# LAX-OGG flight deals?



## cwn (Jan 19, 2012)

I have stayed on Maui several times before and have been fortuntate enough to be able to use FFM or during off-peak seasonal deals. 
This year however, I am going August 5, 3 people and don't have enough miles.
Hawaiian Air is by far my favorite airline to Hawaii. 
I have flown United.

Any great advice on getting a good fare?

Fares are so good for travel this winter/spring - but for August-woa!!
No Can Do.
Thanks!!!!


----------



## mjbaran (Jan 23, 2012)

Use this site to monitor prices. Yes, they are currently very high for August 5th departure.
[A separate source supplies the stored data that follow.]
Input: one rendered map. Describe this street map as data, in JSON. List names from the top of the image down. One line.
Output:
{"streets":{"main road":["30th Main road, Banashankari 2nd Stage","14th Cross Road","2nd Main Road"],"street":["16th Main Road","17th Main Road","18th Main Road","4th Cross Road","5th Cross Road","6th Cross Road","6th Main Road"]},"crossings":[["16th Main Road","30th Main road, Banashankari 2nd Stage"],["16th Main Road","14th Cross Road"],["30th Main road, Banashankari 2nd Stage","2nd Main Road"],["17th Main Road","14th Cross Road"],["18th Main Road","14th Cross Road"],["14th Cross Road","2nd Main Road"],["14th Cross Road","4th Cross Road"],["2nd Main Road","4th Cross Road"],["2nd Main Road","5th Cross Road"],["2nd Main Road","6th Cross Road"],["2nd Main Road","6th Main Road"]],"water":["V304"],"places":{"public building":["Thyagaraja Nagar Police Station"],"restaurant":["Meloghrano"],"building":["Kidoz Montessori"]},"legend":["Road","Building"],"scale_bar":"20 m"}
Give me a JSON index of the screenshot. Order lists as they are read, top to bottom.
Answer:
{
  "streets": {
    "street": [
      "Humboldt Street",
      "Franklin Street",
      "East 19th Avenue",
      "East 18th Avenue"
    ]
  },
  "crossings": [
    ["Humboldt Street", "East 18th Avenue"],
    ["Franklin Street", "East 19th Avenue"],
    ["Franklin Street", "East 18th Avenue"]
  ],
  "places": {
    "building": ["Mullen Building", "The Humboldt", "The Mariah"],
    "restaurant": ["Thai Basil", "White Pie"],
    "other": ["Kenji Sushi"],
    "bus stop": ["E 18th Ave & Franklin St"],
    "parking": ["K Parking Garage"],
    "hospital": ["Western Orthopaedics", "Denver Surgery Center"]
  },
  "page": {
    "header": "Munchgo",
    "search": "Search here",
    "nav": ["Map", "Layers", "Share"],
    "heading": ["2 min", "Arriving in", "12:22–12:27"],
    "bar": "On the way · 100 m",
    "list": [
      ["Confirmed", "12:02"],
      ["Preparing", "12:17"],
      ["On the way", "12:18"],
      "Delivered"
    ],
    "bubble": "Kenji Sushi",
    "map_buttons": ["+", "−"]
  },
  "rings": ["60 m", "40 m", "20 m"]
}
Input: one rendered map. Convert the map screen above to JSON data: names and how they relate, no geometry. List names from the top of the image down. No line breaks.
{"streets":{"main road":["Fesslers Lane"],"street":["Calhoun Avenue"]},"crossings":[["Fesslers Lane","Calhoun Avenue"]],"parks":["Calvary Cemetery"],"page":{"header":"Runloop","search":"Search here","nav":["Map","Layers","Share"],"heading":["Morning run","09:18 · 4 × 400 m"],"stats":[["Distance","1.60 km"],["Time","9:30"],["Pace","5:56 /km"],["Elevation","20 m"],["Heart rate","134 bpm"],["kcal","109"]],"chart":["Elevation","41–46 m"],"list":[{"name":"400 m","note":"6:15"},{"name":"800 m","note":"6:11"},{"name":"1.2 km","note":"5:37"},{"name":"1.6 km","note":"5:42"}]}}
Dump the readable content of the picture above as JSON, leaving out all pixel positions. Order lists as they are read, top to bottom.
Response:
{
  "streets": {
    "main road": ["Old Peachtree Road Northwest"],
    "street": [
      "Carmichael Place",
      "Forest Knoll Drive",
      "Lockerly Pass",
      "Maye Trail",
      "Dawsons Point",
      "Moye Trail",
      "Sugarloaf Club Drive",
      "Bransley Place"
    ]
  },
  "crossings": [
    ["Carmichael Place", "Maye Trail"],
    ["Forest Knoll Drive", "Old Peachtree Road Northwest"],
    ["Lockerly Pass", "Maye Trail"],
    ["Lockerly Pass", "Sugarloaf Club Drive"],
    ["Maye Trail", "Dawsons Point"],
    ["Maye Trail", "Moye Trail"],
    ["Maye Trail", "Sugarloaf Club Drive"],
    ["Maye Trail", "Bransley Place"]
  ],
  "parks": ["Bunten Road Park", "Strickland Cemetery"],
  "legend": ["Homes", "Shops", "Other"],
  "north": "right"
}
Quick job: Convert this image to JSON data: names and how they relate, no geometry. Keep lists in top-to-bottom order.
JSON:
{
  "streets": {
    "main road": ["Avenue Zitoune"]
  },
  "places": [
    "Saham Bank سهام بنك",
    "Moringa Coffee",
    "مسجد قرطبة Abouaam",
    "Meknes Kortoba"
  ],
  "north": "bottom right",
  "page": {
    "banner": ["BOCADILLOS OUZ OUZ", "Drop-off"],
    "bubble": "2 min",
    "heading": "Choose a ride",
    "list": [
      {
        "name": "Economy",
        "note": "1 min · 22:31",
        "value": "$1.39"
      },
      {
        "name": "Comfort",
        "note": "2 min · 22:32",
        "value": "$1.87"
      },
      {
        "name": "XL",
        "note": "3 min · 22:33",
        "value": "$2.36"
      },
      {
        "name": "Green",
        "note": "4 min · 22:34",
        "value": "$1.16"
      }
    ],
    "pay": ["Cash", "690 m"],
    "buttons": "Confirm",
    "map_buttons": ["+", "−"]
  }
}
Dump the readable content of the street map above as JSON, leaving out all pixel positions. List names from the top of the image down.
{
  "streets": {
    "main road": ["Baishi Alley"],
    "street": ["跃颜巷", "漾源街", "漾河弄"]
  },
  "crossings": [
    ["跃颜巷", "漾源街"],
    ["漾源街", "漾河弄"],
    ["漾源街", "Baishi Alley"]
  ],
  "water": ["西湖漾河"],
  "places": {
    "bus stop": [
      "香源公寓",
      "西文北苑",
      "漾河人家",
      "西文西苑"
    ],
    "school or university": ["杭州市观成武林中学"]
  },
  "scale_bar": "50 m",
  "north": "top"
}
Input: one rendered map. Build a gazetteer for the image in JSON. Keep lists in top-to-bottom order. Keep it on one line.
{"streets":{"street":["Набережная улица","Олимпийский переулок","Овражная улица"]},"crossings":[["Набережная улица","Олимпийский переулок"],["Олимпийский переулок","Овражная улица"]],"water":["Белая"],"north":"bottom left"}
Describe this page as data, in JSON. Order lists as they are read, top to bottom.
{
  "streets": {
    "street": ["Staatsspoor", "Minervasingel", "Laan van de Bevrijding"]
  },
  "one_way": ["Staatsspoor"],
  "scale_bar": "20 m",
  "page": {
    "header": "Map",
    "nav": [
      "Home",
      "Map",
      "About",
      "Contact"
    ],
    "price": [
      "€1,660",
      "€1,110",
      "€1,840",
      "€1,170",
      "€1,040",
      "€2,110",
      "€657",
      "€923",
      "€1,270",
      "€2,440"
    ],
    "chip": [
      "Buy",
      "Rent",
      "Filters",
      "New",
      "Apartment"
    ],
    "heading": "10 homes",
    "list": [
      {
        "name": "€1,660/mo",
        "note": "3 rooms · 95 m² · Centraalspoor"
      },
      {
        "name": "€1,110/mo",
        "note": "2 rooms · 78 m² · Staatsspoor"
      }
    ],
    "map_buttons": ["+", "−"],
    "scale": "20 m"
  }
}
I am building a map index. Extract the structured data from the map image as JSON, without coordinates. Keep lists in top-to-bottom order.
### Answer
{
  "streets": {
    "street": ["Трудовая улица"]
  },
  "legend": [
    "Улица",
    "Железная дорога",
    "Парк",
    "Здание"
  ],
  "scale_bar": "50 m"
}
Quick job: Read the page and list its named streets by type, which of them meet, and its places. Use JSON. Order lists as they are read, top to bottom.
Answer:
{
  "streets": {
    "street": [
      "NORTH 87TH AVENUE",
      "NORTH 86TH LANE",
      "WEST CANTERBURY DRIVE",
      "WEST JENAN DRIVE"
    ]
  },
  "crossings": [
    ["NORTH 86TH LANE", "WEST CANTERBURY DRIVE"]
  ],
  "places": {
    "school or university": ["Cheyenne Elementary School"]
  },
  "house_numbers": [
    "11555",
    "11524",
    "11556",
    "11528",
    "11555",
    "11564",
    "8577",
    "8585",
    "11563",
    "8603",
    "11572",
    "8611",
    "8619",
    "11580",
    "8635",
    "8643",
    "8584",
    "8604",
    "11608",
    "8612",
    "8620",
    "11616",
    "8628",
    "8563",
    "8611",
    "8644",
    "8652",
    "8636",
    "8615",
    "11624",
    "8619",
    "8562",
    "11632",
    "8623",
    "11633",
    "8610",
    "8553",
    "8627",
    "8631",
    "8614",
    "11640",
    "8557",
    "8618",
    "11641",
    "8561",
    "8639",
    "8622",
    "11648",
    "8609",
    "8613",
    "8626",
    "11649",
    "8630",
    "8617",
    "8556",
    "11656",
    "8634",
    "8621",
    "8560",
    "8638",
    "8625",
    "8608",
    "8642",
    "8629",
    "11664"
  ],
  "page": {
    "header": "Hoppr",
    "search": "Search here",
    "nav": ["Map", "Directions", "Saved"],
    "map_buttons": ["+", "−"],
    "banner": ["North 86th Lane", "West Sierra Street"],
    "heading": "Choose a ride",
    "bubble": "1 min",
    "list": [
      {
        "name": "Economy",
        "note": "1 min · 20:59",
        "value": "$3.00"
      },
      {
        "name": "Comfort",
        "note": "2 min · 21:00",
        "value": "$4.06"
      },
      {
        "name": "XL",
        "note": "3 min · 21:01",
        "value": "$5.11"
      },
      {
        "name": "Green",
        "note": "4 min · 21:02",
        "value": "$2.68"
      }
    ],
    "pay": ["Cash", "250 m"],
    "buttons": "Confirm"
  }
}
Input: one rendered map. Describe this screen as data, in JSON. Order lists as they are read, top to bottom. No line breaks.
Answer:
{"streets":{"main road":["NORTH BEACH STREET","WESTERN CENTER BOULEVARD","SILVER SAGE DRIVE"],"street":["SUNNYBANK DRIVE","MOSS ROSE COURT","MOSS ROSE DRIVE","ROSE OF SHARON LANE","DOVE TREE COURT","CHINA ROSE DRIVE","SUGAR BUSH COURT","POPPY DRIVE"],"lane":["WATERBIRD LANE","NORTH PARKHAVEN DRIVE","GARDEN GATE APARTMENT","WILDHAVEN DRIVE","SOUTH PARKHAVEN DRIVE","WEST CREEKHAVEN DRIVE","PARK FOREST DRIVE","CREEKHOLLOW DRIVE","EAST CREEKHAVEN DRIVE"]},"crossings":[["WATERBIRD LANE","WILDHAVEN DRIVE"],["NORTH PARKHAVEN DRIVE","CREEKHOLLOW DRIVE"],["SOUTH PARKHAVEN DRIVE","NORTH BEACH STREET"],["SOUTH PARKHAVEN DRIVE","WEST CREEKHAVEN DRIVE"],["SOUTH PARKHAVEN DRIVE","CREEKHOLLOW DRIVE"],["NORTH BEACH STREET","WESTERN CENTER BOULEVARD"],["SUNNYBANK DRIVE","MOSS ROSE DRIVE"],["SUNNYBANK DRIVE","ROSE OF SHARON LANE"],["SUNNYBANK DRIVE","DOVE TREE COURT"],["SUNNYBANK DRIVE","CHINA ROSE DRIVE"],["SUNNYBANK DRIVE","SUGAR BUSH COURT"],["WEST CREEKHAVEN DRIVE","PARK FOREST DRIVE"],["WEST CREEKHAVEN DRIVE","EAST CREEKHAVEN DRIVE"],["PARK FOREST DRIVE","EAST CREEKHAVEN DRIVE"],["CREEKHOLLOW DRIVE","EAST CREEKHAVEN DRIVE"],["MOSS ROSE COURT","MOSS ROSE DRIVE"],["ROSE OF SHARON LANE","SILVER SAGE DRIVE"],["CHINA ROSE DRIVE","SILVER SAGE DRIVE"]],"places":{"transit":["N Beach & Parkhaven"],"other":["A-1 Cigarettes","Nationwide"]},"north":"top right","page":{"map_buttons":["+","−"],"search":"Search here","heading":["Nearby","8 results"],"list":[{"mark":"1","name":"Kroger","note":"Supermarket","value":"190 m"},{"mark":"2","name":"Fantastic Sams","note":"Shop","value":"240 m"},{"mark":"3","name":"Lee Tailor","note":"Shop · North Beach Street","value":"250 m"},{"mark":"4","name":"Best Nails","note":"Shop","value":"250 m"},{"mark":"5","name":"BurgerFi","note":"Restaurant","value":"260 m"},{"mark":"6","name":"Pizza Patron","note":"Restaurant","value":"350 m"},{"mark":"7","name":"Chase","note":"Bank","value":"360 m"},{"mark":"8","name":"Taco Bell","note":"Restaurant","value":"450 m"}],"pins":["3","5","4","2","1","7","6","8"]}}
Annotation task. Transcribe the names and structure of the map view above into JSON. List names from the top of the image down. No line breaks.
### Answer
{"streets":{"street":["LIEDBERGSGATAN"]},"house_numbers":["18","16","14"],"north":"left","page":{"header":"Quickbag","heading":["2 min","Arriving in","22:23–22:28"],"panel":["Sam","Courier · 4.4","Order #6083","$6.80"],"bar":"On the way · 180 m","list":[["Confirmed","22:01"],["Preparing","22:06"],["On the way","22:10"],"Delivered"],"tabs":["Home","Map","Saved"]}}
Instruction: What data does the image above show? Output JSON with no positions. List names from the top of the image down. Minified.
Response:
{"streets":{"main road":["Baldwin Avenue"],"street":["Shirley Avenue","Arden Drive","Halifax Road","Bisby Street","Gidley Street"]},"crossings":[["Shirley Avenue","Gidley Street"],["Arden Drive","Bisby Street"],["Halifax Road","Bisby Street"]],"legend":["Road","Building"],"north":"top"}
http://matrix.itasoftware.com/

In the "Dates" field you can search for exact dates or "See calendar of lowest fares" The calendar shows fares drop dramatically beginning 8/13 if you have any flexibility

Michael


----------



## cwn (Jan 25, 2012)

mjbaran said:


> Use this site to monitor prices. Yes, they are currently very high for August 5th departure.
> 
> http://matrix.itasoftware.com/
> 
> ...


Thanks, I tried moving back to 7/29, it is so high - I need more flex on airlines- I will check out that site. I have always known all the usuals, side step, etc.
I prefer Hawaiian Air and I can get a 25%discount- but it's still close to $1000 RT. in this case, waiting seems like it could be to big of a risk. My TS reservations are set.


----------



## cwn (Jan 25, 2012)

*working hard to find August deal LAX to Maui-help?*

I realize now that this post would be better under hawaii, but I am still getting the hang of this. I wrote a great post with losts of colorful coments and descriptions about my plans, and some fun facts about previous trips-and took my daughter late so I could finish it, and i just got back and saw that it was deleted as a duplicate post. 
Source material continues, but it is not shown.